Bastariam alguns segundos de “Bat Chain Puller”, a canção que abre o disco, para convencer um antigo fã de que ter ouvido suficientemente as mesmas faixas em Shiny Beast, Doc at the Radar Station e Ice Cream For Crow não é motivo para esnobar essas versões originais. Não só porque são as originais, mas porque são versões muito superiores àquelas dos discos subsequentes, seja pelo quilate dos músicos, seja pela qualidade de produção ou pela mixagem. Nos primeiros segundos da faixa que dá nome ao discos já é patentemente superior o diálogo de guitarras, mais efetivas ritmicamente, mais próximas entre si e mais coesas, autocomunicantes. Novos fãs também podem encarar a faixa como uma excelente porta de acesso à obra de Beefheart: a angularidade, a pegada blues, a fissura entre contador maluco de histórias e croonerclown, além do claro aspecto alienígena da canção, são um bom exemplo do que é Van Vliet em seu melhor (mas o melhor melhor, efetivamente, é Trout Mask Replica que fornece e quanto a isso não se pode fazer muito).

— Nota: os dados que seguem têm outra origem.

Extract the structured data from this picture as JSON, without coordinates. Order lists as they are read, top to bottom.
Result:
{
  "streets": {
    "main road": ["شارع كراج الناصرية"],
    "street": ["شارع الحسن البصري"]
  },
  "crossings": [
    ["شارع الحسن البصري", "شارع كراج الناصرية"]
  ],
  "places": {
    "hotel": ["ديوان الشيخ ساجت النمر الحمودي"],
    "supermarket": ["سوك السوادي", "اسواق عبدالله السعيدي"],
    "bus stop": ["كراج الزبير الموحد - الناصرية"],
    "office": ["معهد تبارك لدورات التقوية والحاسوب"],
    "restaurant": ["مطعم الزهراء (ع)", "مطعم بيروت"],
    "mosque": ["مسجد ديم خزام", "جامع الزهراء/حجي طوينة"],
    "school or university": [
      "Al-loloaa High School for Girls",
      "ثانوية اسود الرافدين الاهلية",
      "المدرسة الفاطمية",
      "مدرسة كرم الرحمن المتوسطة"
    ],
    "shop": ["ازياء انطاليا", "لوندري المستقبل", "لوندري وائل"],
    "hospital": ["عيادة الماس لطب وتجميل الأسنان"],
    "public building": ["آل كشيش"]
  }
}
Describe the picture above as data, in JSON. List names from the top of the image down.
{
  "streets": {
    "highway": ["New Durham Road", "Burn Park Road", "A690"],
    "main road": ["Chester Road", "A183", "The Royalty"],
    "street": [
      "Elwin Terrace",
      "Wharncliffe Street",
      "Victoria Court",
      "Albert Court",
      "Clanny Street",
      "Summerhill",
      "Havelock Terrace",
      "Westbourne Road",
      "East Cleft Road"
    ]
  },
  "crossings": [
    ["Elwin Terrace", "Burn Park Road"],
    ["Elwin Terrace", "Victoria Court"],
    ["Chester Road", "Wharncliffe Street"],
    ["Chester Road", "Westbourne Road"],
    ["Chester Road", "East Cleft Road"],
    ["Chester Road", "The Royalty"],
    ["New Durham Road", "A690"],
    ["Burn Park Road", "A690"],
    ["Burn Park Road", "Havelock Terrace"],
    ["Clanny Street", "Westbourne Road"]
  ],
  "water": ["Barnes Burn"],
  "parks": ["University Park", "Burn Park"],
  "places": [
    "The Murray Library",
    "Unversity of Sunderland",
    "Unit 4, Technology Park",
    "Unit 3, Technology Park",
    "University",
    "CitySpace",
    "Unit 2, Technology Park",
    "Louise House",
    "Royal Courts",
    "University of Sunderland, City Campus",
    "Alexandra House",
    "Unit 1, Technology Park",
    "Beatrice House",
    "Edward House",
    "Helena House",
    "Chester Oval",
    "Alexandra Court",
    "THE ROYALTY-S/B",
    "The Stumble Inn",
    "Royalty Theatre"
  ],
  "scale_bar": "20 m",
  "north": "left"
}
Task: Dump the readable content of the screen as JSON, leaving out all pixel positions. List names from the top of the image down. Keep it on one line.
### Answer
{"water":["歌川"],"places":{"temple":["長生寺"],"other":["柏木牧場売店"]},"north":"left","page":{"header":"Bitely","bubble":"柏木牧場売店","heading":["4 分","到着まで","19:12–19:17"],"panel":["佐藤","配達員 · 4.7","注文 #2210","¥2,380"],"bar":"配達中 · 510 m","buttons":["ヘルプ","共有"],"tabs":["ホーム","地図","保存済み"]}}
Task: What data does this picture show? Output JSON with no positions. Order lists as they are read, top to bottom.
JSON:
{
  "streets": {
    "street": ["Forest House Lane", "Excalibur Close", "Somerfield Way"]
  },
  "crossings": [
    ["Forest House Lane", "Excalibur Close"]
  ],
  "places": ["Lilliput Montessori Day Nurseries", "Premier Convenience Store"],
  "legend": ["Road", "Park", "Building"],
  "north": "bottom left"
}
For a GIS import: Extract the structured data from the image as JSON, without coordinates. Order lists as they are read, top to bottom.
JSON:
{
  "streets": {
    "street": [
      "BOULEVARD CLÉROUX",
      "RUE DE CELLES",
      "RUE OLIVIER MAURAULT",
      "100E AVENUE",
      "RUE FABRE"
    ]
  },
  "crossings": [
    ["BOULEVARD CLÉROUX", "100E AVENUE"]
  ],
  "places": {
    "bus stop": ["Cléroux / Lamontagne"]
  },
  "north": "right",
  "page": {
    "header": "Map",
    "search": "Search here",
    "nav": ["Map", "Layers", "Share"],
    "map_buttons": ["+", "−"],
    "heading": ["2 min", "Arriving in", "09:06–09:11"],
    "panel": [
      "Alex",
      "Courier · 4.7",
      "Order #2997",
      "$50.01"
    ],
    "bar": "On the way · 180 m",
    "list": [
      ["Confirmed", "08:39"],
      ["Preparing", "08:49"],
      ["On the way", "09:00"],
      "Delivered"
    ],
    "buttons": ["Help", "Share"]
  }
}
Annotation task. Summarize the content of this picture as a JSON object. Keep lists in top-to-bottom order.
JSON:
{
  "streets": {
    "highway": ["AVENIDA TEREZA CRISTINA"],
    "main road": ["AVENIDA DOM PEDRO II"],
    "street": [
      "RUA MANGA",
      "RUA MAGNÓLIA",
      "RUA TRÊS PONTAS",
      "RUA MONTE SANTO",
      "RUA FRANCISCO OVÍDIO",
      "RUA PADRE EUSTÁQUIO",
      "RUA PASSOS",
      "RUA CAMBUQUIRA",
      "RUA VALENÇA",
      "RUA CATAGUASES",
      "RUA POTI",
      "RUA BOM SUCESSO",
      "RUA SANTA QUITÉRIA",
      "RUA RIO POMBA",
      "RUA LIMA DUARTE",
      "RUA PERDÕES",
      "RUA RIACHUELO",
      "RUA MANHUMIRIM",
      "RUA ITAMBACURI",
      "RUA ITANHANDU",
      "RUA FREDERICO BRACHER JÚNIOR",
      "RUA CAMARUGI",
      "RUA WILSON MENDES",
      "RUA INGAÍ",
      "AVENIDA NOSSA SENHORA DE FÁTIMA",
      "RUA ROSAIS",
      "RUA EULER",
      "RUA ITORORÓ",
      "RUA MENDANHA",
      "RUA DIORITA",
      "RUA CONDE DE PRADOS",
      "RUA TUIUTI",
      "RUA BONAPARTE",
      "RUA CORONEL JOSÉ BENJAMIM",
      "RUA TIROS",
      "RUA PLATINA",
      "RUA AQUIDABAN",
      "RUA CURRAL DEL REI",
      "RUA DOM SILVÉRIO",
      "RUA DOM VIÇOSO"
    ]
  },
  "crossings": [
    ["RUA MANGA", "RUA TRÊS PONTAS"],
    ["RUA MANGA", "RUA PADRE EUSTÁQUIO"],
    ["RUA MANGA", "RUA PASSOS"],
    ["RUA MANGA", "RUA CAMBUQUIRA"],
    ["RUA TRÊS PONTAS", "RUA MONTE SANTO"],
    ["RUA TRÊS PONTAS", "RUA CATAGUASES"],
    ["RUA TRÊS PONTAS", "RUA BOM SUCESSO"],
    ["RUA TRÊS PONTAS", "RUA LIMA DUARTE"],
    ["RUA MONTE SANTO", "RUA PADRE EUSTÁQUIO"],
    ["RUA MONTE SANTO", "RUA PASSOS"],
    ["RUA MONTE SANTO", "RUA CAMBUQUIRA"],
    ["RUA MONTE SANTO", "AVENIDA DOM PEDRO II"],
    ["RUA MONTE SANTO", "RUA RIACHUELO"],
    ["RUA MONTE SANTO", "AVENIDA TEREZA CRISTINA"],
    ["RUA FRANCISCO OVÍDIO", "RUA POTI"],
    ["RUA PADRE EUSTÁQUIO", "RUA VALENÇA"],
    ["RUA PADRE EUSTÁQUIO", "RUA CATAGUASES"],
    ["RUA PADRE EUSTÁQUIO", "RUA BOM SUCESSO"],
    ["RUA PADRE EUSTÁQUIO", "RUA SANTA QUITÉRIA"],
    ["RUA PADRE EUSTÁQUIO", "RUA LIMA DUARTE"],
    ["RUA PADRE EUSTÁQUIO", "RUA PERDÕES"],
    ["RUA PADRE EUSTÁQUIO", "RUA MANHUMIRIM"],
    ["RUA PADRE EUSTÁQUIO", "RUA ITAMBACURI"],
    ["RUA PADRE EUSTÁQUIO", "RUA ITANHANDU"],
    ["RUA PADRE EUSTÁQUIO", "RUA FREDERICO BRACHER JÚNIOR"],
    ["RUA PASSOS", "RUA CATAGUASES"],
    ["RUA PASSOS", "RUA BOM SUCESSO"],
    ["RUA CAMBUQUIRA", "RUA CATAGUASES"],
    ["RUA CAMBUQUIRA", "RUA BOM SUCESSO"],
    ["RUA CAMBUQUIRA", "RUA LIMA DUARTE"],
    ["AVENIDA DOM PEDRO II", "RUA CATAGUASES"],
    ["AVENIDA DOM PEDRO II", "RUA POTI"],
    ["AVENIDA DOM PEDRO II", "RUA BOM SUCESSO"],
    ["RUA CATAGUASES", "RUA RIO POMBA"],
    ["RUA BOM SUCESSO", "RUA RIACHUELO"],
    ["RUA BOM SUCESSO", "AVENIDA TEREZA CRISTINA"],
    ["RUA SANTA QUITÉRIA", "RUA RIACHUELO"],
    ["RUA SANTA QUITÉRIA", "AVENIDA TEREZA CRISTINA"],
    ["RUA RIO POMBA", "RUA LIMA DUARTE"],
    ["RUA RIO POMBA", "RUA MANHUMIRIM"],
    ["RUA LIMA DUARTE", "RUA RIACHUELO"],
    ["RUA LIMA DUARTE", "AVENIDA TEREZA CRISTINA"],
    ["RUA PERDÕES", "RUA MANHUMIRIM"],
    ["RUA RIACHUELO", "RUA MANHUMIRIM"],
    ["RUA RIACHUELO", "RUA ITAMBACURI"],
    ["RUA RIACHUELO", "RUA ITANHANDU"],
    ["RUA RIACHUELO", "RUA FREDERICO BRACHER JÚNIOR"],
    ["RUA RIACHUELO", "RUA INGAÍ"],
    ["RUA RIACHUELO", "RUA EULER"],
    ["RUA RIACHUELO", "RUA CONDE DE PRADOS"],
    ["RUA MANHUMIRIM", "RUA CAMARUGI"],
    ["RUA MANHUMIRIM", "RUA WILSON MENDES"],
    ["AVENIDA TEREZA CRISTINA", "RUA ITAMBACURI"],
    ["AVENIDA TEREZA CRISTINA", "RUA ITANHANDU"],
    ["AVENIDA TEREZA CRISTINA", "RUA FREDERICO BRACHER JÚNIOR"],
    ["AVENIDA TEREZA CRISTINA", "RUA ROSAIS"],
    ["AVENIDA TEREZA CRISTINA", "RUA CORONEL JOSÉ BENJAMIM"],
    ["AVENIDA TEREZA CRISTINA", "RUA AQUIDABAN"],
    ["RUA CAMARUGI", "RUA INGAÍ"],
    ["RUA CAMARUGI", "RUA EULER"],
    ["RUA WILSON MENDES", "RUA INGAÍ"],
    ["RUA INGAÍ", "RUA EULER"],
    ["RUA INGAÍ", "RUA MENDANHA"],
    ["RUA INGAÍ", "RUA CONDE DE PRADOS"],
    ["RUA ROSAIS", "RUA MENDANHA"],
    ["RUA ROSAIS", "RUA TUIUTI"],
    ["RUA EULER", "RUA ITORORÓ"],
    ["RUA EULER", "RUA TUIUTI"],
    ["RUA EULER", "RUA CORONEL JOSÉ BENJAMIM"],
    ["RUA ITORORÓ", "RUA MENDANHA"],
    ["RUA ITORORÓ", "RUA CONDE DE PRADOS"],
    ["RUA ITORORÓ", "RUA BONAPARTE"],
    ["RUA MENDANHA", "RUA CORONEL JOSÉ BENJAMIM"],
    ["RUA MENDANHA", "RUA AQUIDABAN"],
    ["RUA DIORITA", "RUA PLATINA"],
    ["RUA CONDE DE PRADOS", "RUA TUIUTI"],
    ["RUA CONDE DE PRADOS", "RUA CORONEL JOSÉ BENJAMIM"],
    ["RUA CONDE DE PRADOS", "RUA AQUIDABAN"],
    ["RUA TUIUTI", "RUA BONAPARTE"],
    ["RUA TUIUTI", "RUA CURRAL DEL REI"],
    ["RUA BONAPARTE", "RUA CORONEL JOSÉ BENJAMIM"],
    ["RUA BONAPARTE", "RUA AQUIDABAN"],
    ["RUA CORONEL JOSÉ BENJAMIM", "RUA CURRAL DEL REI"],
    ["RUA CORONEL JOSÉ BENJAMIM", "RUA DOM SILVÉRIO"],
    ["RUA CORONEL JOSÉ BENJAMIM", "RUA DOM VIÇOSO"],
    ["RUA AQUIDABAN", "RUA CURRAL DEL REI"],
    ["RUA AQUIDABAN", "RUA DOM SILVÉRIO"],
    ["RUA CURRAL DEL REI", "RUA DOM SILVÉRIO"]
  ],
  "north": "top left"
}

Com a inédita “Seam Crooked Sam”, um delicado diálogo entre voz, teclado e guitarra, do número de music-hall esquizo-açucarado “Harry Irene”, da narração de prosa poetica sem acompanhamento em “81 Poop Hatch” e dos doces dedilhados de guitarra de “Flavor Bud Living”, temos uma boa ideia de que a imaginação de Van Vliet passeia por muitos lugares diferentes. Mas é com”Brickbats” que vem o grande momento do disco, com um saxofone bêbado em paralelismo com a cantoria/declamação não menos ébria de Van Vliet, enquanto guitarra e bateria recortam ainda mais a coesão da faixa com padrões definidos mas sem rima interna com nada do que acontece alhures. É Beefheart em modo Sun Ra. A superioridade dessa versão em relação à de Doc at the Radar Station é evidente, mais dissonante e ao mesmo tempo mais espontânea, e a melhor qualidade de som dá incrível relevo às incongruências e às congruências que fazem a força do estilo de Beefheart.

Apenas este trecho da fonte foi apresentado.